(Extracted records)
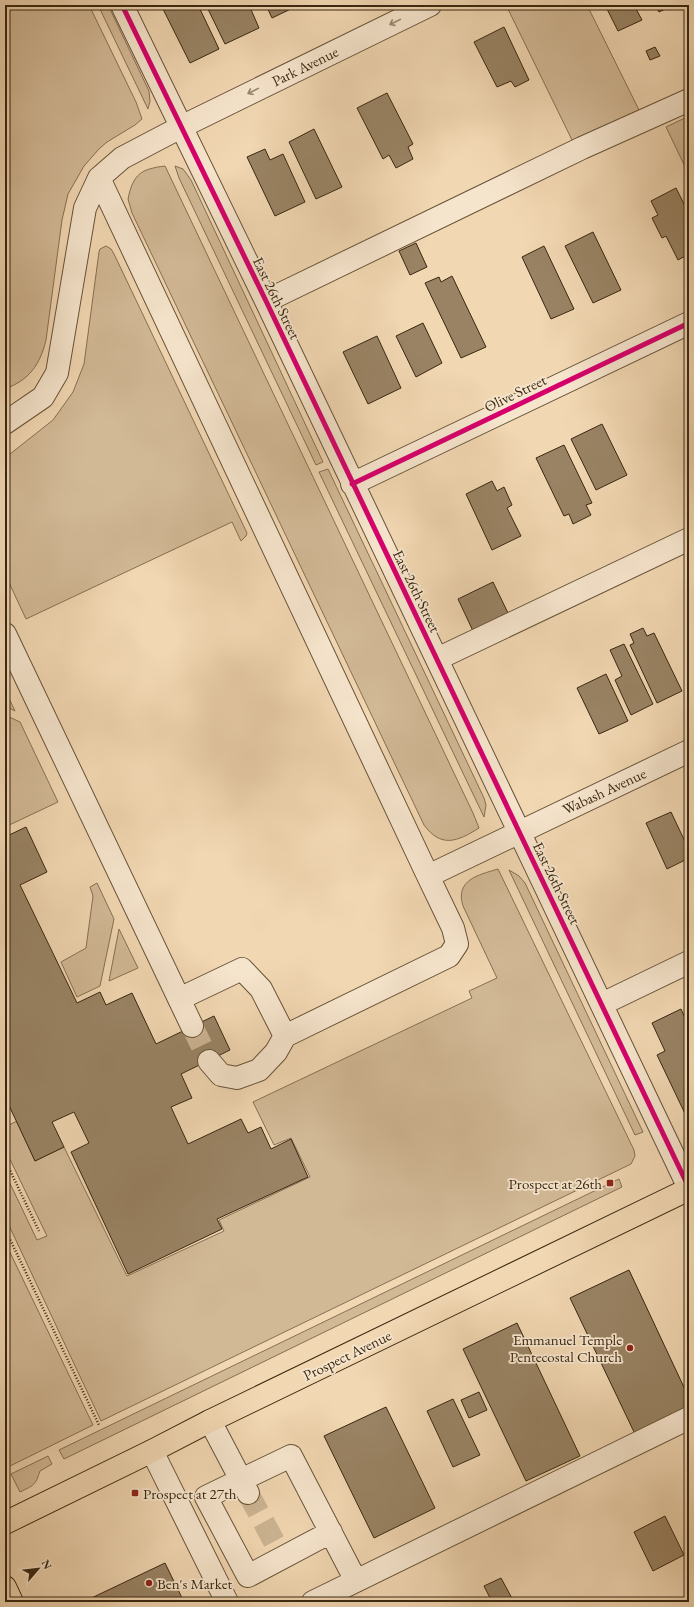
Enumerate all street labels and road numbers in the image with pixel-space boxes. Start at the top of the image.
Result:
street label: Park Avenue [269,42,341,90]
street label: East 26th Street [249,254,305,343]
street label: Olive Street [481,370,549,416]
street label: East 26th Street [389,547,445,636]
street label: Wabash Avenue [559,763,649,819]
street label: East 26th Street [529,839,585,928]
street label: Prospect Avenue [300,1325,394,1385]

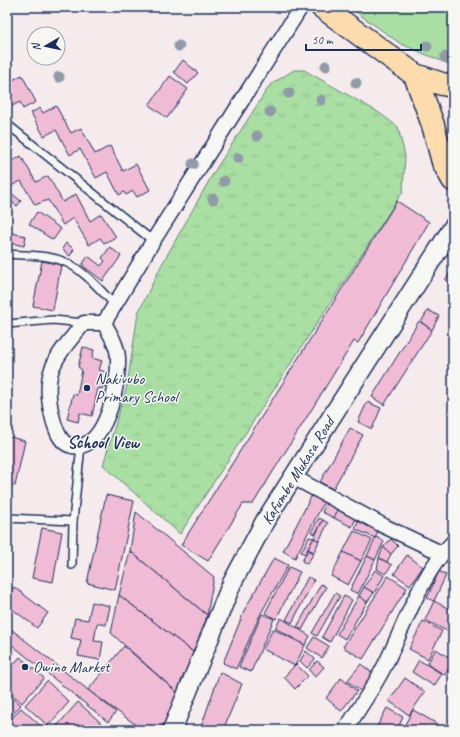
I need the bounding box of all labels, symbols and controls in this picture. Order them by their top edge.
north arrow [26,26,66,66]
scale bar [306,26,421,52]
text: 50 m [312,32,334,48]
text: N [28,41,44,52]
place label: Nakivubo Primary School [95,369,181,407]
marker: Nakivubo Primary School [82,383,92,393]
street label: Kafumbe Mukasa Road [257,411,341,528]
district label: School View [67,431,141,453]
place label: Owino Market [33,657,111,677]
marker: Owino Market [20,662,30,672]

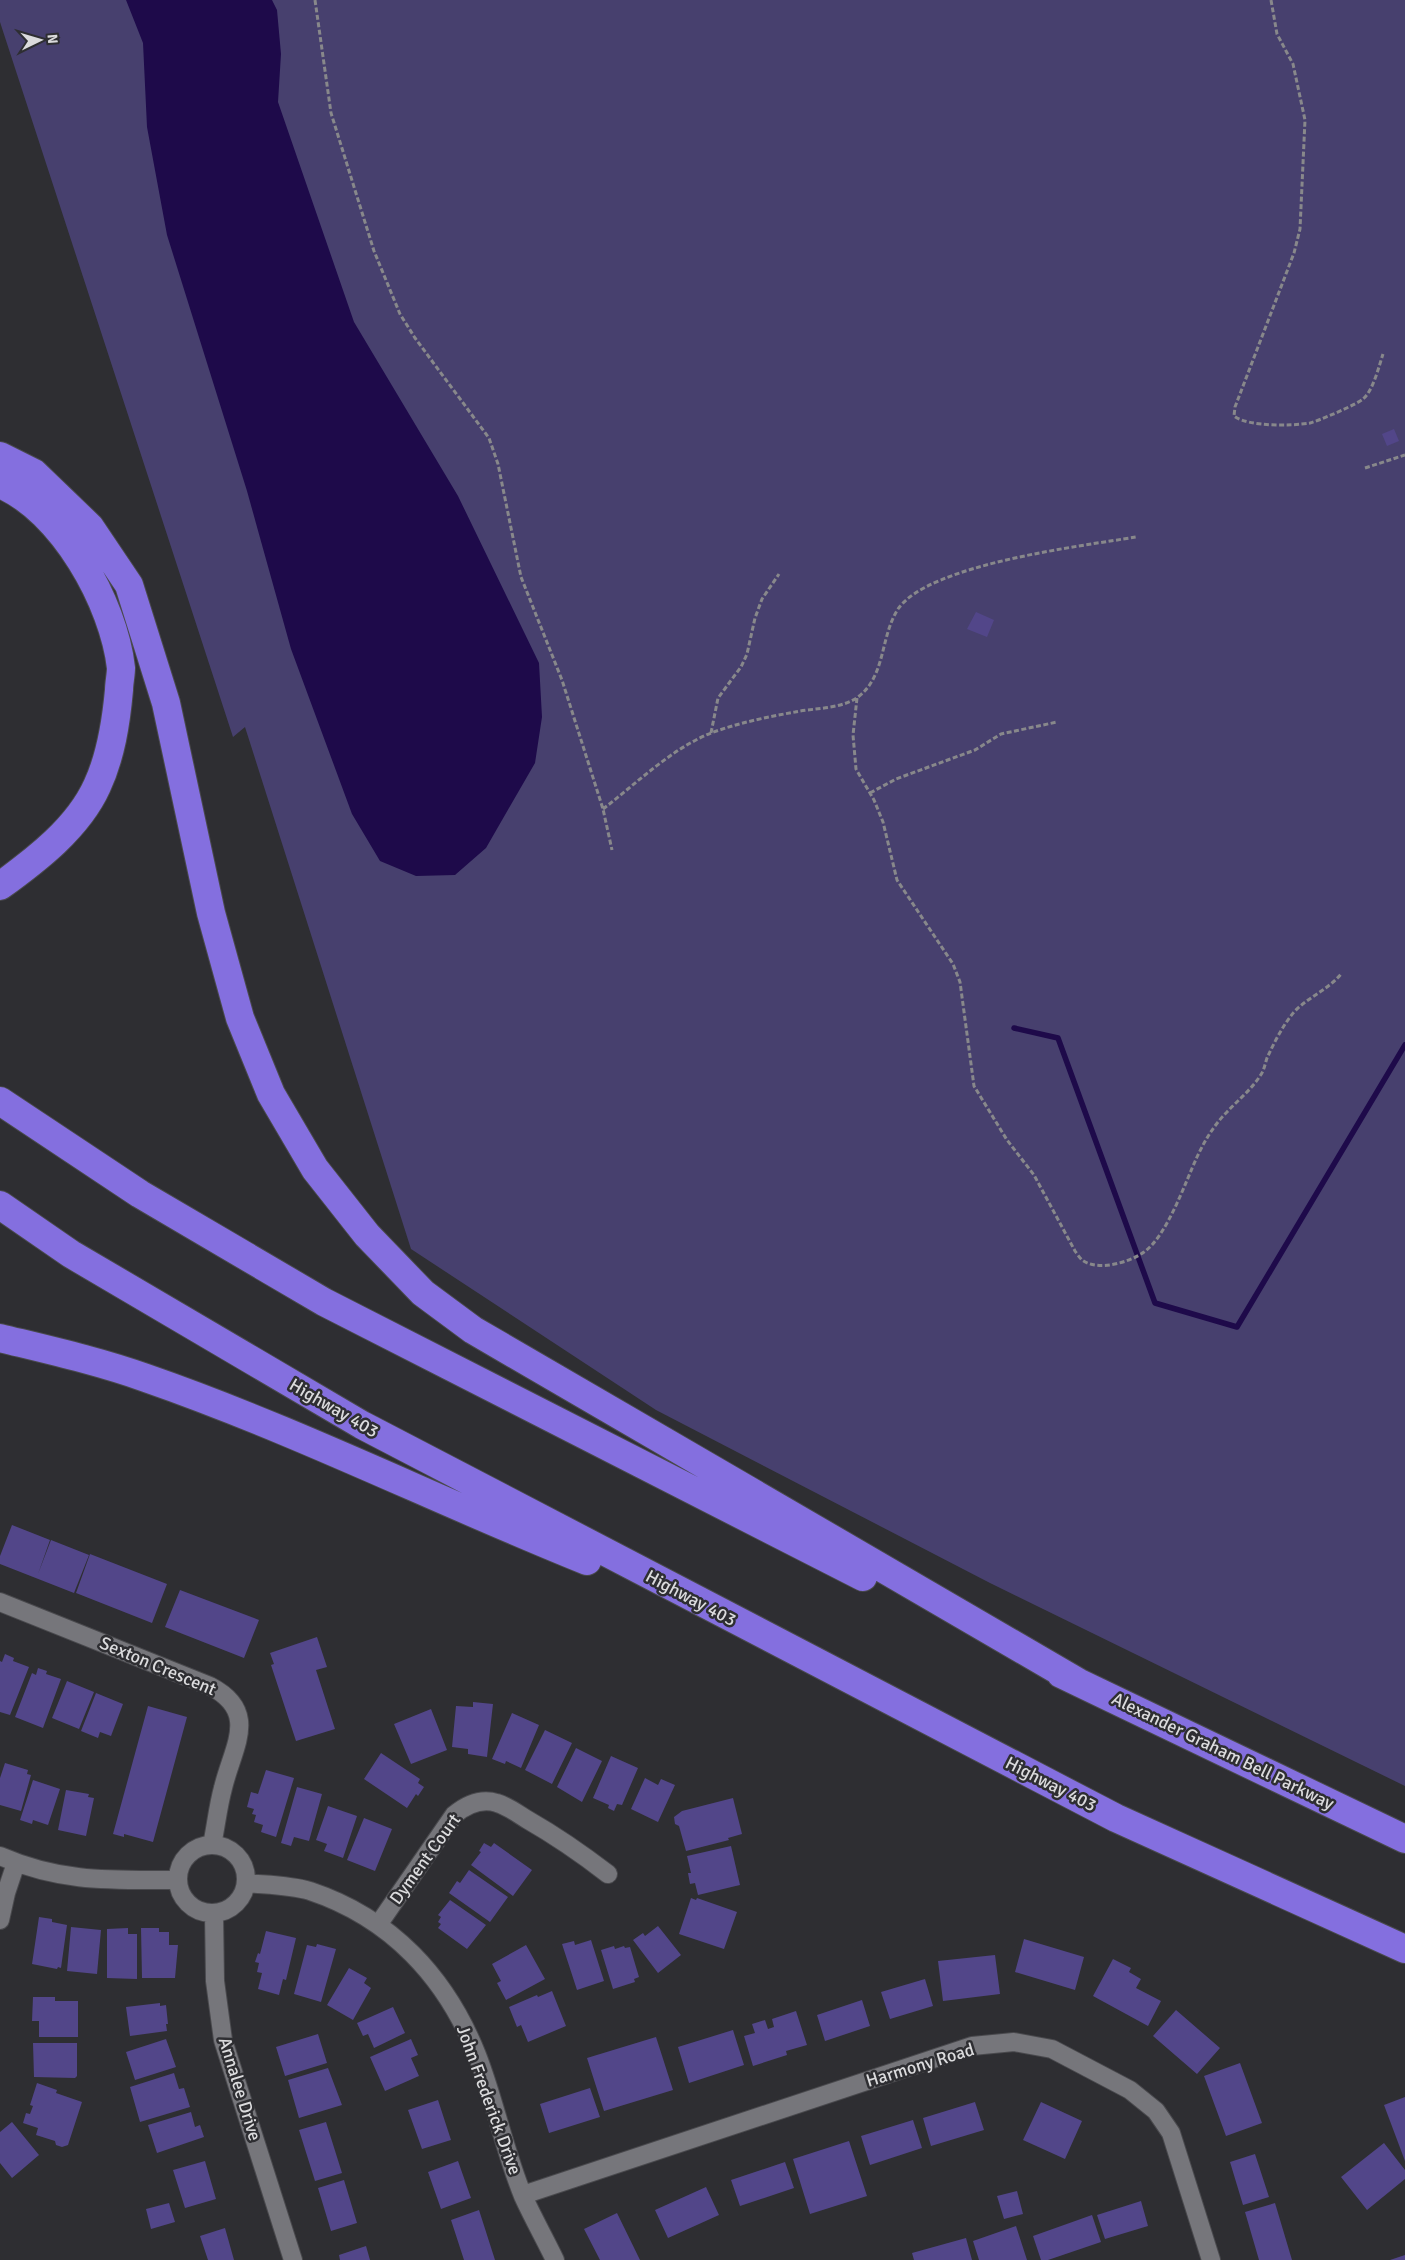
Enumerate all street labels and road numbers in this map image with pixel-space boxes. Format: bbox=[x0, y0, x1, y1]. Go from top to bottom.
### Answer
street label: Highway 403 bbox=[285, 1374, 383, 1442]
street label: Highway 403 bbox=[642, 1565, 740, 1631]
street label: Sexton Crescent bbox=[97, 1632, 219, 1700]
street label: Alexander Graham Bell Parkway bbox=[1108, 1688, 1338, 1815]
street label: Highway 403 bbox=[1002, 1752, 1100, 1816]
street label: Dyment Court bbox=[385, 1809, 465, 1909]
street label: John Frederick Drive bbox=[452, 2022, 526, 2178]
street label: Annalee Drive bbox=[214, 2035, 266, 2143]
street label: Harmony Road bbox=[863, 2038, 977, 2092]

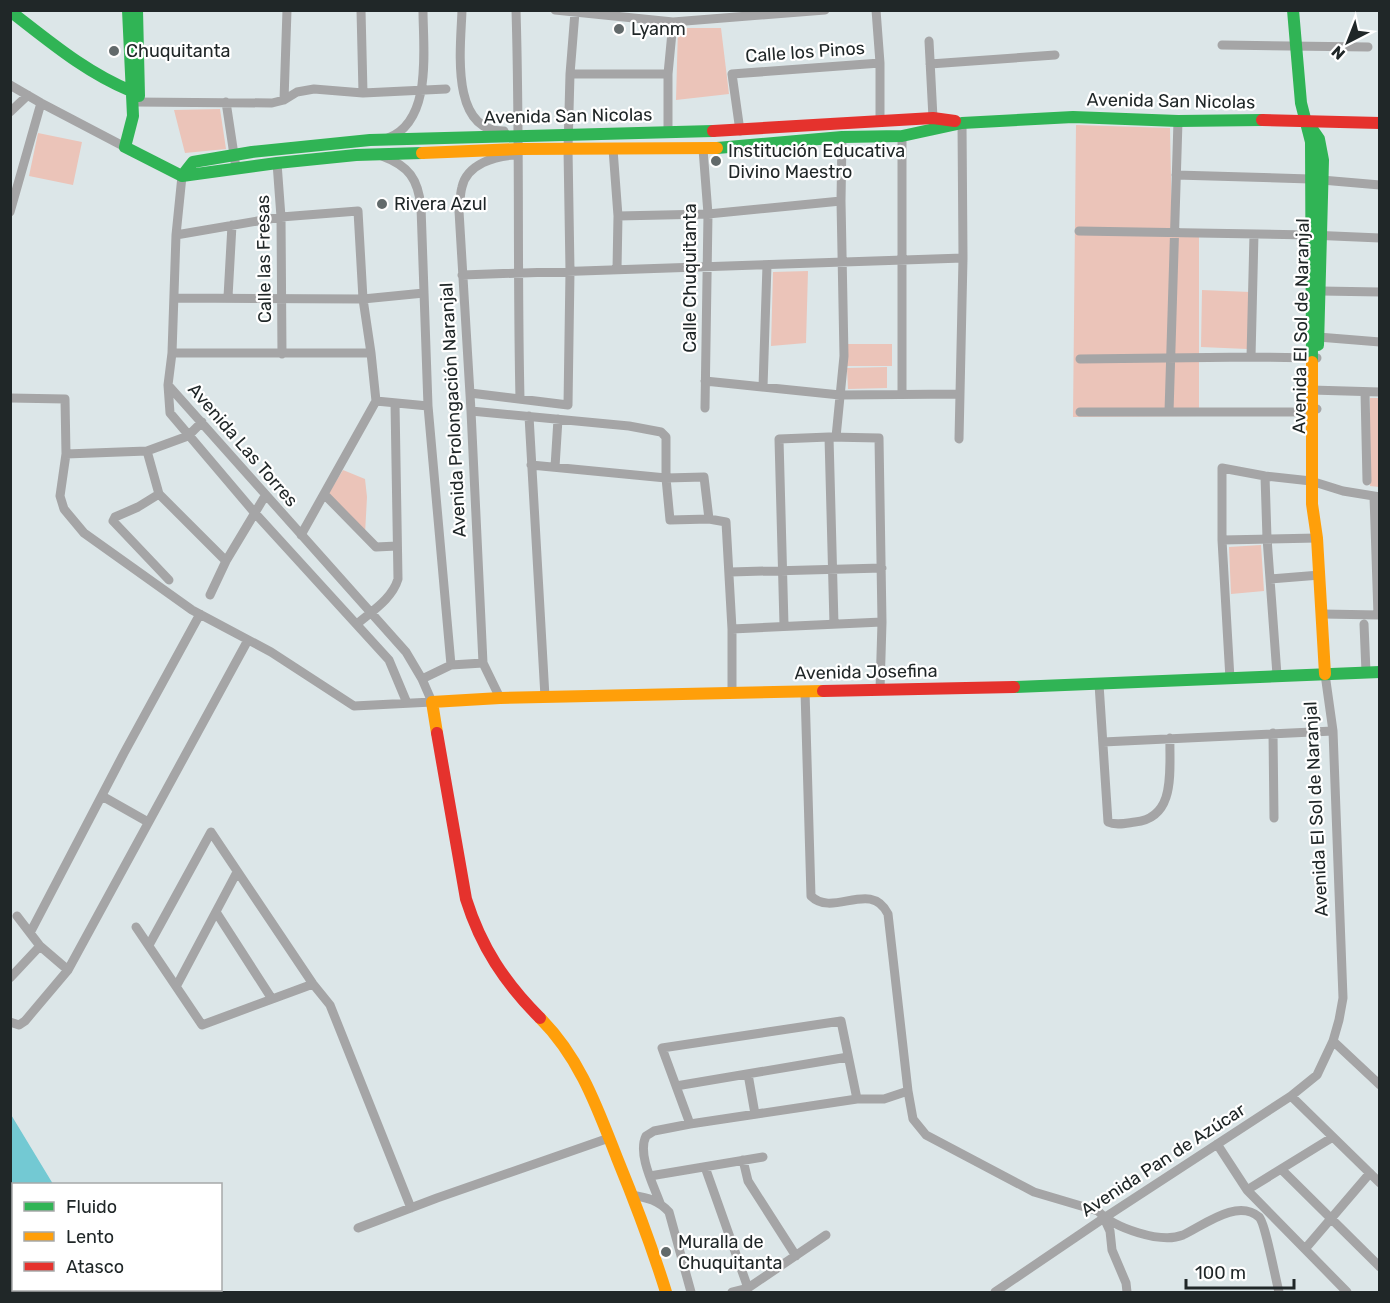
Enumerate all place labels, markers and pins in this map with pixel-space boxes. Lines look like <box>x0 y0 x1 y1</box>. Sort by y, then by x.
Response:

» **WHAT IS BEING ASKED**:
Each line of the data must be transcribed exactly; pictures are not carried over.

» **REPLY**:
Enumerate all street labels and road numbers in the image with pixel-space boxes. Start at the top of the image.
Result:
street label: Park Avenue [269,42,341,90]
street label: East 26th Street [249,254,305,343]
street label: Olive Street [481,370,549,416]
street label: East 26th Street [389,547,445,636]
street label: Wabash Avenue [559,763,649,819]
street label: East 26th Street [529,839,585,928]
street label: Prospect Avenue [300,1325,394,1385]

I need the bounding box of all labels, symbols and controls in this picture. Order them by their top edge.
north arrow [26,26,66,66]
scale bar [306,26,421,52]
text: 50 m [312,32,334,48]
text: N [28,41,44,52]
place label: Nakivubo Primary School [95,369,181,407]
marker: Nakivubo Primary School [82,383,92,393]
street label: Kafumbe Mukasa Road [257,411,341,528]
district label: School View [67,431,141,453]
place label: Owino Market [33,657,111,677]
marker: Owino Market [20,662,30,672]

Enumerate all street labels and road numbers in this map image with pixel-space boxes. Format: bbox=[x0, y0, x1, y1]. Go from top to bottom.
### Answer
street label: Highway 403 bbox=[285, 1374, 383, 1442]
street label: Highway 403 bbox=[642, 1565, 740, 1631]
street label: Sexton Crescent bbox=[97, 1632, 219, 1700]
street label: Alexander Graham Bell Parkway bbox=[1108, 1688, 1338, 1815]
street label: Highway 403 bbox=[1002, 1752, 1100, 1816]
street label: Dyment Court bbox=[385, 1809, 465, 1909]
street label: John Frederick Drive bbox=[452, 2022, 526, 2178]
street label: Annalee Drive bbox=[214, 2035, 266, 2143]
street label: Harmony Road bbox=[863, 2038, 977, 2092]

Enumerate all place labels, markers and pins in this map with pixel-space boxes. Lines look like <box>x0 y0 x1 y1</box>. Sort by y, then by x.
Response:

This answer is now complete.